Stored items
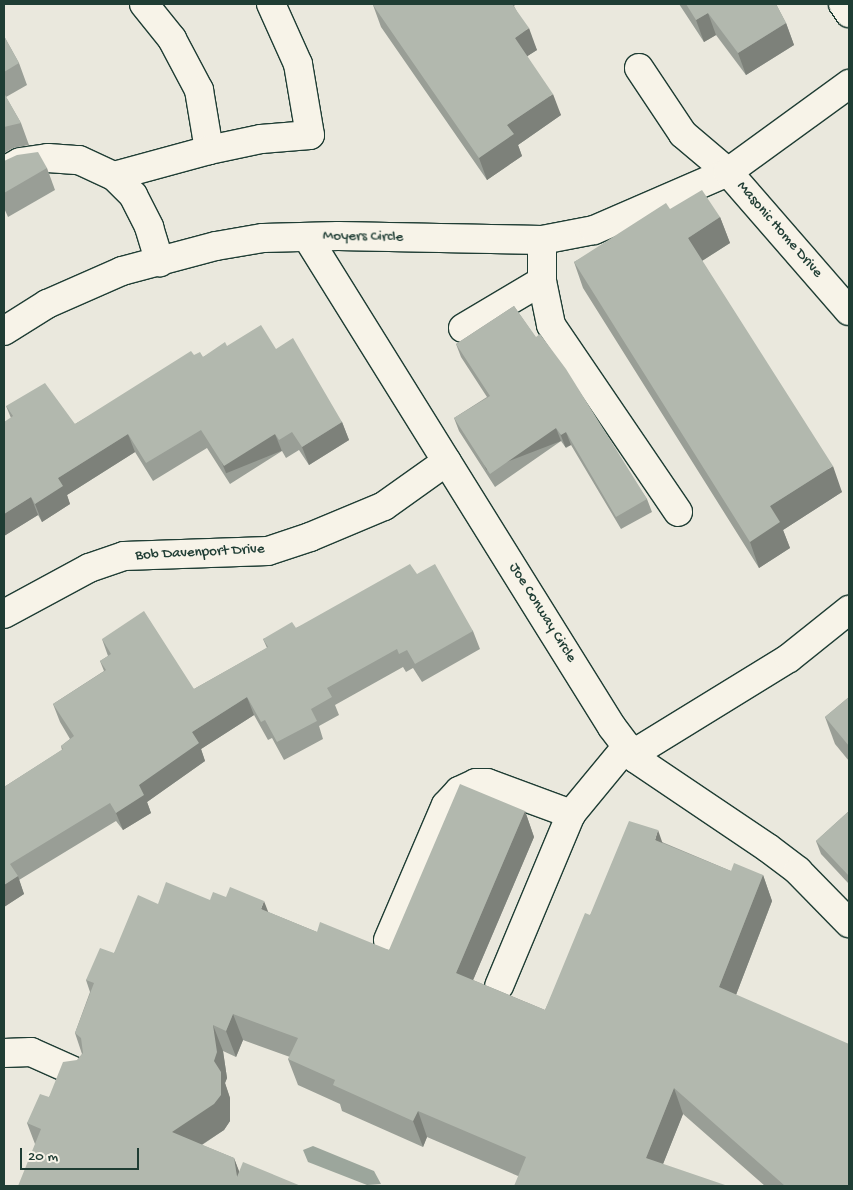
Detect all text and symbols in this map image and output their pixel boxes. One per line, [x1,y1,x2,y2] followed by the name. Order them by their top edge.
[732,178,826,282] street label: Masonic Home Drive
[323,227,403,247] street label: Moyers Circle
[135,541,265,565] street label: Bob Davenport Drive
[504,560,580,666] street label: Joe Conway Circle
[22,1138,141,1170] scale bar
[28,1148,58,1166] text: 20 m

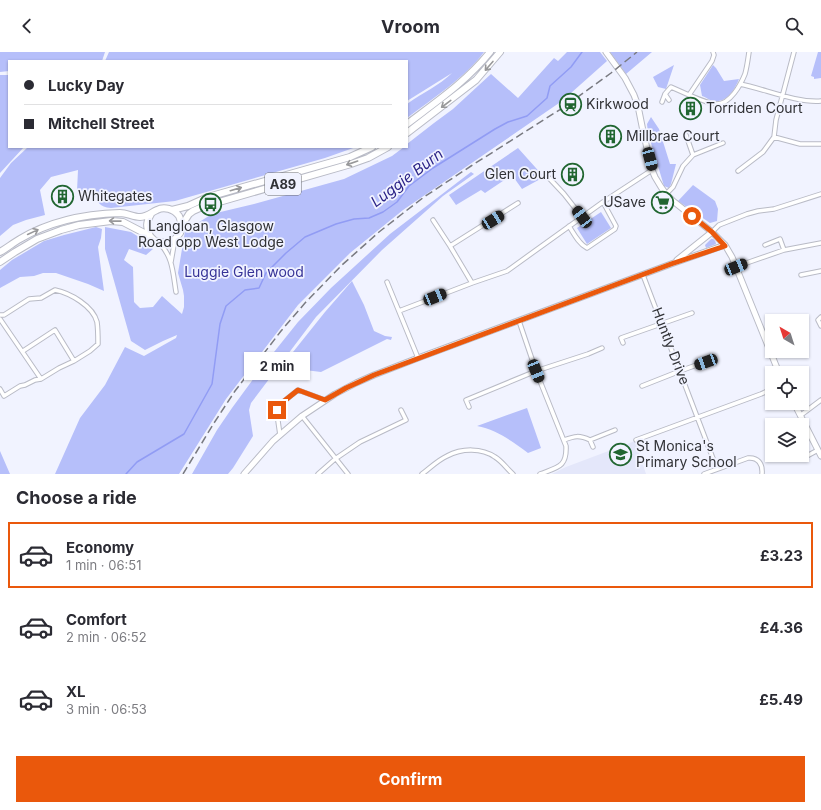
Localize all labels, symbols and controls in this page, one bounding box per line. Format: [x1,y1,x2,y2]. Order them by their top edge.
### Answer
icon: back [16,15,38,37]
icon: search [783,15,805,37]
text: Vroom [381,16,440,37]
one-way arrow [484,61,493,71]
text: Lucky Day [48,76,124,95]
station icon: Kirkwood [557,91,583,117]
place label: Kirkwood [586,95,649,112]
building icon: Torriden Court [678,95,704,121]
place label: Torriden Court [706,99,803,116]
one-way arrow [440,100,451,108]
text: Mitchell Street [48,114,155,133]
building icon: Millbrae Court [598,123,624,149]
place label: Millbrae Court [626,127,720,144]
water label: Luggie Burn [367,144,447,211]
car [641,146,659,172]
one-way arrow [347,160,359,168]
building icon: Glen Court [559,161,585,187]
place label: Glen Court [485,165,556,182]
road number: A89 [265,173,301,195]
building icon: Whitegates [49,183,75,209]
one-way arrow [229,185,242,192]
place label: Whitegates [78,187,153,204]
supermarket icon: USave [649,189,675,215]
bus stop icon: Langloan, Glasgow Road opp West Lodge [198,191,224,217]
place label: USave [603,193,646,210]
car [570,204,594,230]
route start [683,207,701,225]
car [480,209,506,231]
one-way arrow [109,217,122,225]
place label: Langloan, Glasgow Road opp West Lodge [138,217,284,250]
one-way arrow [27,228,39,235]
car [723,257,749,277]
park label: Luggie Glen wood [184,263,304,280]
car [422,287,448,307]
street label: Huntly Drive [649,305,694,387]
north arrow [765,314,809,358]
map controls [765,314,809,462]
callout: 2 min [244,352,310,380]
car [693,352,719,372]
text: 2 min [260,358,294,374]
car [526,358,546,384]
button: locate [765,366,809,410]
route end [268,401,286,419]
button: layers [765,418,809,462]
place label: St Monica's Primary School [636,437,737,470]
school or university icon: St Monica's Primary School [607,441,633,467]
text: Choose a ride [16,487,137,508]
icon: car [18,537,54,573]
text: Economy [66,538,134,557]
text: £3.23 [760,546,803,565]
text: 1 min · 06:51 [66,557,141,573]
icon: car [18,609,54,645]
text: Comfort [66,610,127,629]
text: £4.36 [760,618,803,637]
text: 2 min · 06:52 [66,629,147,645]
icon: car [18,681,54,717]
text: XL [66,682,86,701]
text: £5.49 [759,690,803,709]
text: 3 min · 06:53 [66,701,147,717]
button: Confirm [16,756,805,802]

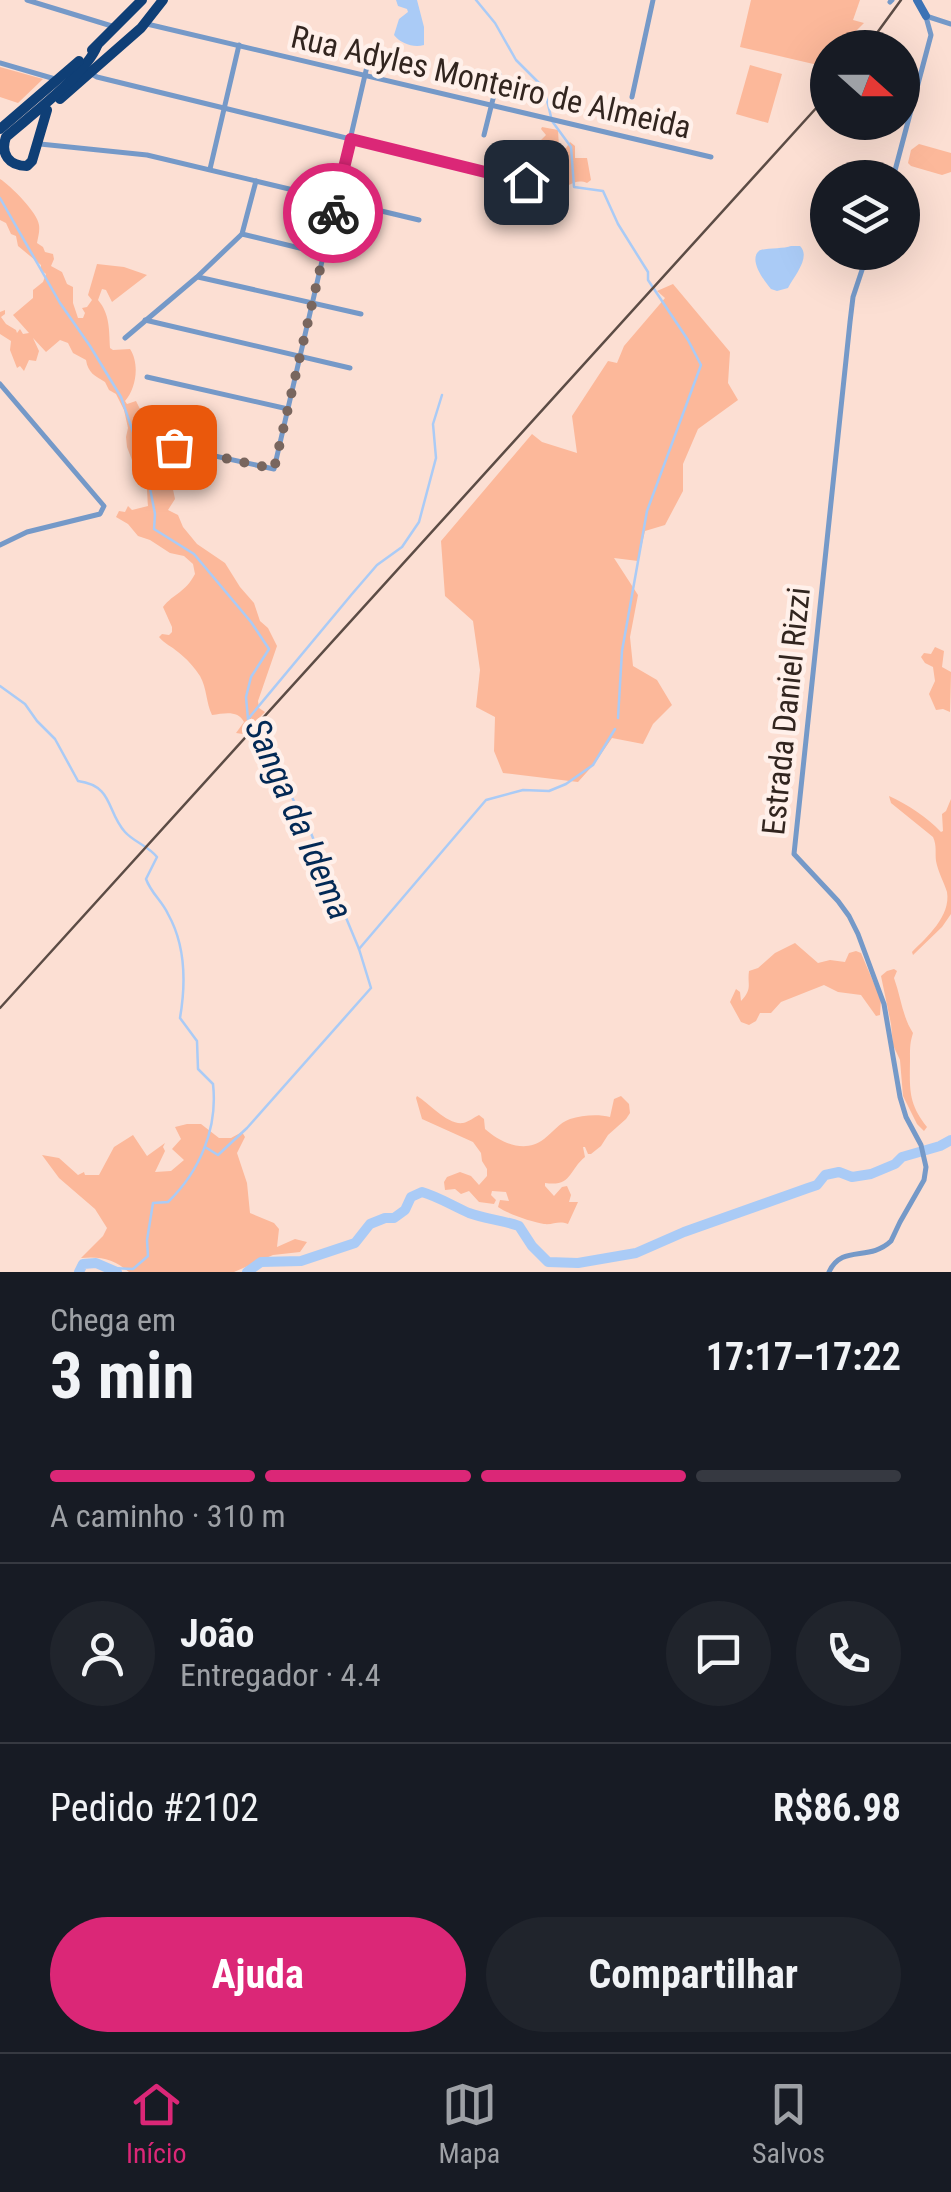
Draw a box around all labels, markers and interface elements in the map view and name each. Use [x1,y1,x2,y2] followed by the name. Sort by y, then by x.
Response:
[287,17,695,147] street label: Rua Adyles Monteiro de Almeida
[810,30,920,140] north arrow
[810,30,920,270] map controls
[484,140,569,225] pin
[499,155,554,210] icon: home
[810,160,920,270] button: layers
[283,163,383,263] courier
[306,186,361,241] icon: bike
[132,405,217,490] pin
[147,420,202,475] icon: bag
[754,585,818,837] street label: Estrada Daniel Rizzi
[236,712,361,926] water label: Sanga da Idema
[50,1301,176,1339] text: Chega em
[706,1335,901,1379] text: 17:17–17:22
[50,1338,194,1414] text: 3 min
[50,1497,286,1535] text: A caminho · 310 m
[50,1601,155,1706] button: person
[666,1601,771,1706] button: chat
[796,1601,901,1706] button: phone
[180,1612,254,1656] text: João
[180,1656,381,1694] text: Entregador · 4.4
[50,1786,259,1830] text: Pedido #2102
[773,1786,901,1830] text: R$86.98
[50,1917,466,2032] button: Ajuda
[486,1917,901,2032] button: Compartilhar
[126,2077,187,2170] tab: Início
[438,2077,500,2170] tab: Mapa
[752,2077,825,2170] tab: Salvos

Problem to solve. What is needed is the number of lines in these entries that include the word "Glen"; please give it alone.

Answer to the exercise. 3